I'm using the term "filter" to describe converting postscript into CAPT.
I believe the topology would be that the router (essentially an embedded computer) would host cups and perform the postscript -> CAPT filtering. This would benefit from a multicore, fast router cpu and copious ram. You would tell the cups on the router to "share" the printer at port 631 at the router IP, in your case The clients on the network send the printjob "raw" (unfiltered) and let the router do the work.

Hi, thank you both for your replies.

I didn't know about legacy printers / drivers and raw queues issue and nice to learn to resume collecting / keeping legacy drivers etc.

CAPT in fact works fine locally. On the other hand, USB Control Centre of Linksys and Printer Utility of Asus realize communication when a printer is attached to router. TP-Link also has a similar printer utiliy named USB_Printer_Controller_Utility.
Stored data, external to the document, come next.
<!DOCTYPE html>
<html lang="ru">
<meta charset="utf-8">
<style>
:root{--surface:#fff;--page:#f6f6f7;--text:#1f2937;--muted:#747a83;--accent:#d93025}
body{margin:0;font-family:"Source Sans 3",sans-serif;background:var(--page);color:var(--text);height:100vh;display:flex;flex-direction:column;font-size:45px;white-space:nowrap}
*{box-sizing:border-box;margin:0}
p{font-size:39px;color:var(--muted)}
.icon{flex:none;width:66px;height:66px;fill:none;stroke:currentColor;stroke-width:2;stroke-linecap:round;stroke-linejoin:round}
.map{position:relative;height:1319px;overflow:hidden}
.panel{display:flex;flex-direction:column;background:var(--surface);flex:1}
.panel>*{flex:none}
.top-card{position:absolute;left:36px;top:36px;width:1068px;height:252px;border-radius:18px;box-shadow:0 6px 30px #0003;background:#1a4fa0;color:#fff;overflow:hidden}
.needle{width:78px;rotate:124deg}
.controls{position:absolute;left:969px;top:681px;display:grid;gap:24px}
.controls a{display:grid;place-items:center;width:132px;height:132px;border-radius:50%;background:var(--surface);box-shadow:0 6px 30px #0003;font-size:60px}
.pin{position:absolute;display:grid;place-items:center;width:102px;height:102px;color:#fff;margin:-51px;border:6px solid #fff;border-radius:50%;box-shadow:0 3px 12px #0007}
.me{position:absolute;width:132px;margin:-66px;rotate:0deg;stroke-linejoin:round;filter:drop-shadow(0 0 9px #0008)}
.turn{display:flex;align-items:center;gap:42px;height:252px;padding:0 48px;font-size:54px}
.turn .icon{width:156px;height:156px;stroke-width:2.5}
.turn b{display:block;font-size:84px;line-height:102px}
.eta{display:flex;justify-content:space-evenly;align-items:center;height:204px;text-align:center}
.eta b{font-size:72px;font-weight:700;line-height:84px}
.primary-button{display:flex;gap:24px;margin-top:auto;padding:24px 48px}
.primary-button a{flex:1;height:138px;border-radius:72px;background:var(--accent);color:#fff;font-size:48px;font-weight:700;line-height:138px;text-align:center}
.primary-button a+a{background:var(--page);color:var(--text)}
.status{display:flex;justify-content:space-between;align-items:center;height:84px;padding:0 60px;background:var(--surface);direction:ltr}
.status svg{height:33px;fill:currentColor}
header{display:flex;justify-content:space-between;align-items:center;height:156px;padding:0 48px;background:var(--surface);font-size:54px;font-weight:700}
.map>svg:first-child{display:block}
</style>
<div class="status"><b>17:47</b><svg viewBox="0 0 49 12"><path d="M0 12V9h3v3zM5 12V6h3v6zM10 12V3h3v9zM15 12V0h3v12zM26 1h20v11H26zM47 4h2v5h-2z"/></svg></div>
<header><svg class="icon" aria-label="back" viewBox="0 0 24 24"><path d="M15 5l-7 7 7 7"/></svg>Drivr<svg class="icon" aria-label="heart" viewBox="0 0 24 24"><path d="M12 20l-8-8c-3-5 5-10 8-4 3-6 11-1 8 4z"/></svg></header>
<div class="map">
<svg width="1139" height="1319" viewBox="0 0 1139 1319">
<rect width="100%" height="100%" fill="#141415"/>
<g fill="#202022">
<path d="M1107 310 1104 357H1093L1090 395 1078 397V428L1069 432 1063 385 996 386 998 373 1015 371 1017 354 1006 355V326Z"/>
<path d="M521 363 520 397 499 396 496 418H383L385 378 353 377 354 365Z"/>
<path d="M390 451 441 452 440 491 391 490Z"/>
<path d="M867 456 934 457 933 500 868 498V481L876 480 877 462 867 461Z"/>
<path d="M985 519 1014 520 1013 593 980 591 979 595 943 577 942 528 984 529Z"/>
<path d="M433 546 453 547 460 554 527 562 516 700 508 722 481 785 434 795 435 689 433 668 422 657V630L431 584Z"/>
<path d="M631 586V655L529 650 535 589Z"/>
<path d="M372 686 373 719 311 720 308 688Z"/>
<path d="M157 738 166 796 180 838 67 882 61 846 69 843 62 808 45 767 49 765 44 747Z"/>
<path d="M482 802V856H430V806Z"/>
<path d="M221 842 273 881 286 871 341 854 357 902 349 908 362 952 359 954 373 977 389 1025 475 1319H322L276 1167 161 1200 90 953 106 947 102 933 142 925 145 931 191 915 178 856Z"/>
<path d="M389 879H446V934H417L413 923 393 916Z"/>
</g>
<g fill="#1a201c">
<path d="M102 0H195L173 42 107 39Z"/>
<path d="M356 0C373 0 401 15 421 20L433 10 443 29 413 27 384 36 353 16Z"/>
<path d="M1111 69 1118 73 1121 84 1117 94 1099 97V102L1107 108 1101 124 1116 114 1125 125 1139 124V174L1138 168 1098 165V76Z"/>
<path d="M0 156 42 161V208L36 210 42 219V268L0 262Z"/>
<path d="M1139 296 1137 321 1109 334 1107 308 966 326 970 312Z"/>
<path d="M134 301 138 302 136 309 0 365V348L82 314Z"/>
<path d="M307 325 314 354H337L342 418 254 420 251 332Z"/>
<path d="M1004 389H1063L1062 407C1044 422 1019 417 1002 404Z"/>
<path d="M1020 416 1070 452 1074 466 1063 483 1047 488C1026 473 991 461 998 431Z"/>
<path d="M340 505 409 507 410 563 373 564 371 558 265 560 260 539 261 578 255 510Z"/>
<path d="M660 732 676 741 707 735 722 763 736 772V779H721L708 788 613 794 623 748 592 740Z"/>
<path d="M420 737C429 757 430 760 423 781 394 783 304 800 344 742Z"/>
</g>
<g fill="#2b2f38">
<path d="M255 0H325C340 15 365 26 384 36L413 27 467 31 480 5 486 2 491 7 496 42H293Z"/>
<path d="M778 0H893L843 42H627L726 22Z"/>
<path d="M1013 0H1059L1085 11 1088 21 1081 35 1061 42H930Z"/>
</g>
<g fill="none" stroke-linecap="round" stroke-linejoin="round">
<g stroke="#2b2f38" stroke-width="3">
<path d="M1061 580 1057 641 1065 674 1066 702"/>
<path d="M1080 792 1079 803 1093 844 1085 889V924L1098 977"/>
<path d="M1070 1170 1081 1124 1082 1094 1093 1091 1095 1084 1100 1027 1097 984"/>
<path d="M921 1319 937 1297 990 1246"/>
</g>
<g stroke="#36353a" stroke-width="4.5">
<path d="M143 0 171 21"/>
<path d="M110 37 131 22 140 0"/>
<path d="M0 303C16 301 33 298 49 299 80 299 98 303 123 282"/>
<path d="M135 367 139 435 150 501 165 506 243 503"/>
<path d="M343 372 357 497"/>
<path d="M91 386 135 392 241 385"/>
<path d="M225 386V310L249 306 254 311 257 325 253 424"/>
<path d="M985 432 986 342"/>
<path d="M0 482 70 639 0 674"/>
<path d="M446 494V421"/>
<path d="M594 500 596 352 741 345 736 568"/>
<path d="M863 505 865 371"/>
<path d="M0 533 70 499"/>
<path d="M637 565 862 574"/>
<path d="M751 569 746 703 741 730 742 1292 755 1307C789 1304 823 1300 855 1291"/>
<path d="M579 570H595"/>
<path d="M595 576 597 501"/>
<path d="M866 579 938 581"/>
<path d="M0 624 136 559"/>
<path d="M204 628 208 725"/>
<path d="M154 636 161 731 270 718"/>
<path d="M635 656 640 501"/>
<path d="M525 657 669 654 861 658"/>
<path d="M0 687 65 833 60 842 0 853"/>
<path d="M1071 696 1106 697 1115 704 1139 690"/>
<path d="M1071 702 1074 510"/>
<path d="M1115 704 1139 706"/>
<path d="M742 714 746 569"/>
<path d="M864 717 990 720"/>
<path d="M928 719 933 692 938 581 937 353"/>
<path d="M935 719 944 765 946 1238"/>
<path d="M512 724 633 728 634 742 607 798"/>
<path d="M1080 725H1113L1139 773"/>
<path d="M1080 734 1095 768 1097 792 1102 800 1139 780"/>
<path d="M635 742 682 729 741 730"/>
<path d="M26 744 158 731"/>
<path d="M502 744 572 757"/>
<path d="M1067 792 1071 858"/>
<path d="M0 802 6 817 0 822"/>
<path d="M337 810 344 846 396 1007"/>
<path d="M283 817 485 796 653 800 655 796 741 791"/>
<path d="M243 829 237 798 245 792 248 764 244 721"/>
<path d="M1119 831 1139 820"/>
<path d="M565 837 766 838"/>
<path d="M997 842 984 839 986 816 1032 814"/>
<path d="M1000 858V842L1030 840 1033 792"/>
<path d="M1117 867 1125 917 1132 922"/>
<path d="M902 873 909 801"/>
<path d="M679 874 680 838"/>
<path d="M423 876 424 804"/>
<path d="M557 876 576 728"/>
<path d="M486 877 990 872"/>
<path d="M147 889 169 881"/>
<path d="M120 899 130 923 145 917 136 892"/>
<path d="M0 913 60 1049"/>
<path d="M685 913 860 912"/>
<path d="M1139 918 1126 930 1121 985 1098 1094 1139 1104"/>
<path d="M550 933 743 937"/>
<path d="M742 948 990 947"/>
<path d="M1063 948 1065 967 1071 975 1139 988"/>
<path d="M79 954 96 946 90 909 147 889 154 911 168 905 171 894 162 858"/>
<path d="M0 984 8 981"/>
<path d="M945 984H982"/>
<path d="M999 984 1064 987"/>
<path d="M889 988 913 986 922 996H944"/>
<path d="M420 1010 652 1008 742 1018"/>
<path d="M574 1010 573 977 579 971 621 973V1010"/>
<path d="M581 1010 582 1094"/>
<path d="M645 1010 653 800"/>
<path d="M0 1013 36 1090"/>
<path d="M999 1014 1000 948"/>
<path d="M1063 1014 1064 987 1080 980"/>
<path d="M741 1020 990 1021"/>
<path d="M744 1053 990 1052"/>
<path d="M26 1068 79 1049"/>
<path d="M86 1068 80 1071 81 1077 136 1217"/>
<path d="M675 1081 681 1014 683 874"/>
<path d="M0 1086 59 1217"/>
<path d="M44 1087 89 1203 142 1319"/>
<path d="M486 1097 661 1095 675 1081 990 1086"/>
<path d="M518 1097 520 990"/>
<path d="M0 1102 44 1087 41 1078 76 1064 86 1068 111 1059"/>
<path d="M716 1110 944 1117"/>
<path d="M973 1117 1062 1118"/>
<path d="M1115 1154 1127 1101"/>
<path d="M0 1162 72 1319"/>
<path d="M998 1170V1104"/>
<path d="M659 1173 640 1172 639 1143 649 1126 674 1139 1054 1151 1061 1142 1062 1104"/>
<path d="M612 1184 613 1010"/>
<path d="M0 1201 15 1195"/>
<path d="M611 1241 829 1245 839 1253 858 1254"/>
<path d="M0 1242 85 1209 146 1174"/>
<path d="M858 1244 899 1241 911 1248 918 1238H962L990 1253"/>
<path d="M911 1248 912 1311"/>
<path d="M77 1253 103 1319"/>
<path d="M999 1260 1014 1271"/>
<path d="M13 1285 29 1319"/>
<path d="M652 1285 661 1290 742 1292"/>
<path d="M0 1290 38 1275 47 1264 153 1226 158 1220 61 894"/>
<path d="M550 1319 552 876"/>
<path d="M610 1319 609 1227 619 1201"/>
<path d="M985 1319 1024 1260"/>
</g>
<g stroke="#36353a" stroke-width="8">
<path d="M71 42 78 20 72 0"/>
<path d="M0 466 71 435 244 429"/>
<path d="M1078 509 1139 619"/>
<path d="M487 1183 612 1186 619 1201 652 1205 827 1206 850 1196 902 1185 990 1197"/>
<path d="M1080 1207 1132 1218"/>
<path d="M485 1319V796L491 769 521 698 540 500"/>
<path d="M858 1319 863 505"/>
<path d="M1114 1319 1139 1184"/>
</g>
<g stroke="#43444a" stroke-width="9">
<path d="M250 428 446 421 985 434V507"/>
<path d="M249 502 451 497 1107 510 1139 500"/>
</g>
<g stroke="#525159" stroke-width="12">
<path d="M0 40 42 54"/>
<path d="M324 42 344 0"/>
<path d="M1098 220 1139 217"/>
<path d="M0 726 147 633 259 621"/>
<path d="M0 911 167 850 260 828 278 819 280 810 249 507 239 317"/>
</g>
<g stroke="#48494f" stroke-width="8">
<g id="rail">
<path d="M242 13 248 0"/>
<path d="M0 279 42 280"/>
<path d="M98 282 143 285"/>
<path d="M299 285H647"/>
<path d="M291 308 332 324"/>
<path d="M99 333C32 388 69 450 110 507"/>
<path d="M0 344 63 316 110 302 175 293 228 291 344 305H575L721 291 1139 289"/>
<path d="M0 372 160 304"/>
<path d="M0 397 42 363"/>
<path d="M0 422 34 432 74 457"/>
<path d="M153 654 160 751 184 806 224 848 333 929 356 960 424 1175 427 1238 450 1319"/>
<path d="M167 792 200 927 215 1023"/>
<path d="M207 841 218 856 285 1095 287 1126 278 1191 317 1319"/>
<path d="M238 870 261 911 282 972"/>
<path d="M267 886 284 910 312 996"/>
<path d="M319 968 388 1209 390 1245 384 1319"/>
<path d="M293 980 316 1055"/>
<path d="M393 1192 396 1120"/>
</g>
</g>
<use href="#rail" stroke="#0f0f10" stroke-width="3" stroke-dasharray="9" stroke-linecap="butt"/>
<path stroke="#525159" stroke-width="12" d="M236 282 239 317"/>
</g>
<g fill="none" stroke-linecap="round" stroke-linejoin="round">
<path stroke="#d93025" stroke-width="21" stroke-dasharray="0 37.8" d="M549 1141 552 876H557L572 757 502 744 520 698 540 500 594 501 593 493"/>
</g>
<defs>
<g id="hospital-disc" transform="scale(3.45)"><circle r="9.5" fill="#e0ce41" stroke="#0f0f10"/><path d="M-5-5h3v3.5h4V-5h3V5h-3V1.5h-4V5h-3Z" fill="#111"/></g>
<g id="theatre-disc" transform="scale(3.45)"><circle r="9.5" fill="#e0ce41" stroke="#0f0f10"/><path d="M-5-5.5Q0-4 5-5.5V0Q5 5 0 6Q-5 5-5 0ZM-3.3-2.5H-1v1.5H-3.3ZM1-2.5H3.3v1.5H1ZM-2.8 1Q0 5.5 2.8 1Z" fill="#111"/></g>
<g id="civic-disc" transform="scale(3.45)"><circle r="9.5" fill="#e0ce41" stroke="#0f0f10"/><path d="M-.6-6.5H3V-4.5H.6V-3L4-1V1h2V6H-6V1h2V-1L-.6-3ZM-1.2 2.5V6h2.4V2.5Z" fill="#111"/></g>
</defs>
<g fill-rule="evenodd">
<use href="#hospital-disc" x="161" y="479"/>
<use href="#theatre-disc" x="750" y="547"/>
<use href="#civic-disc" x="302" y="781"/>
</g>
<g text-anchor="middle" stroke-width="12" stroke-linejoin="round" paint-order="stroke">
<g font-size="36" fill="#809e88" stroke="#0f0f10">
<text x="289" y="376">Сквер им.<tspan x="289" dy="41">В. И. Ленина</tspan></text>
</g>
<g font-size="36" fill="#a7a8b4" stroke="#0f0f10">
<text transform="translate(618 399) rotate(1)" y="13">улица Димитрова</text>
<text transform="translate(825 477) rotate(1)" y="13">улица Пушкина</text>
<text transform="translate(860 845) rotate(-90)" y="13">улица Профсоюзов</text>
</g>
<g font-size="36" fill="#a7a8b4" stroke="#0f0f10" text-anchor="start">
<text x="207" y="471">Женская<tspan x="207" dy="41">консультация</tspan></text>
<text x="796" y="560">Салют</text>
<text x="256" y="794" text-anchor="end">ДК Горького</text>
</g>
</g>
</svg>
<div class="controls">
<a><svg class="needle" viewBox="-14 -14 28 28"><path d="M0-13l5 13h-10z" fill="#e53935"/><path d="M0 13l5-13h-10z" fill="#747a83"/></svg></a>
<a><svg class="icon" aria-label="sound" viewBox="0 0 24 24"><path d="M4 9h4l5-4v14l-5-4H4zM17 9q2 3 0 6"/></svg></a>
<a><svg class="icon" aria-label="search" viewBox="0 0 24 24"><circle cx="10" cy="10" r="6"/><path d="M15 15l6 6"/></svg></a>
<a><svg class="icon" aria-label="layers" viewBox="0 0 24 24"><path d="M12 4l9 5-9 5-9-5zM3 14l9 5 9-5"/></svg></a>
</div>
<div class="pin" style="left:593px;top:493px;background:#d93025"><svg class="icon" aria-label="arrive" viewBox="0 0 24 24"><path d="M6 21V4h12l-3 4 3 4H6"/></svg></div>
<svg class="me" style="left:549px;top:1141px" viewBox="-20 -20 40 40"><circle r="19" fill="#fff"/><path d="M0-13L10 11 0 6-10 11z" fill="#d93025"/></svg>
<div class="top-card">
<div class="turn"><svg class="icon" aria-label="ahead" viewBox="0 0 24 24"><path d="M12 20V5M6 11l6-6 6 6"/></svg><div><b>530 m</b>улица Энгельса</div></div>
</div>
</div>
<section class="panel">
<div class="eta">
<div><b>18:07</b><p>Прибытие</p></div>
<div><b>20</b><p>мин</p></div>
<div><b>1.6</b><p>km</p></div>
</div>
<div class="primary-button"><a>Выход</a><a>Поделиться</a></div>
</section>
All three and alike, I guess just collect Router-Printer requests from local computer and redirect router eliminating port mismatches (kinda NAT ?). Without a secondary utility (USB Control Centre), Canon driver can't communicate with the router-printer.

Thank you. Regards.
Safak Kayhan

Many websites, specifically openprinting.org refer to *ppd files as drivers. Technically, this is incorrect. I wrote up a howto posted on the FreeBSD forum that can be referenced. The post shows the code line that actually references the true driver and how to pull printer commands (manual feed tray, #10 envelope page size, resolution, etc) from the ppd and send them directly to the printer

In the example ppd the actual driver is specified in this stanza:

*% driver option access with all supported printer drivers and printing
*driverName ljet4: "

ljet4 is supplied by ghostscript and converts postscript to PCL5. If your printer uses PCL6 (increased resolution over PCL5) the driverName would be pxlmono.

The actual driver is ljet4/pxlmono and not the *ppd.

PPDs function by translating user commands to something your particular model of printer understands. I cannot fathom how a method that translates commands to thousands of different makes/models of printers can be summarily removed.

There is one way around this and that is to use a PostScript capable printer. Adobe use to license postscript to various printer manufacturers who flashed it on to their more expensive printers. The printer could process a industry standard *.ps file directly - no PPD/Driver needed. Adobe patents on postscript expired and most Printer manufacturers have a functional equivalent. For example Brother's postscript is BrScript3.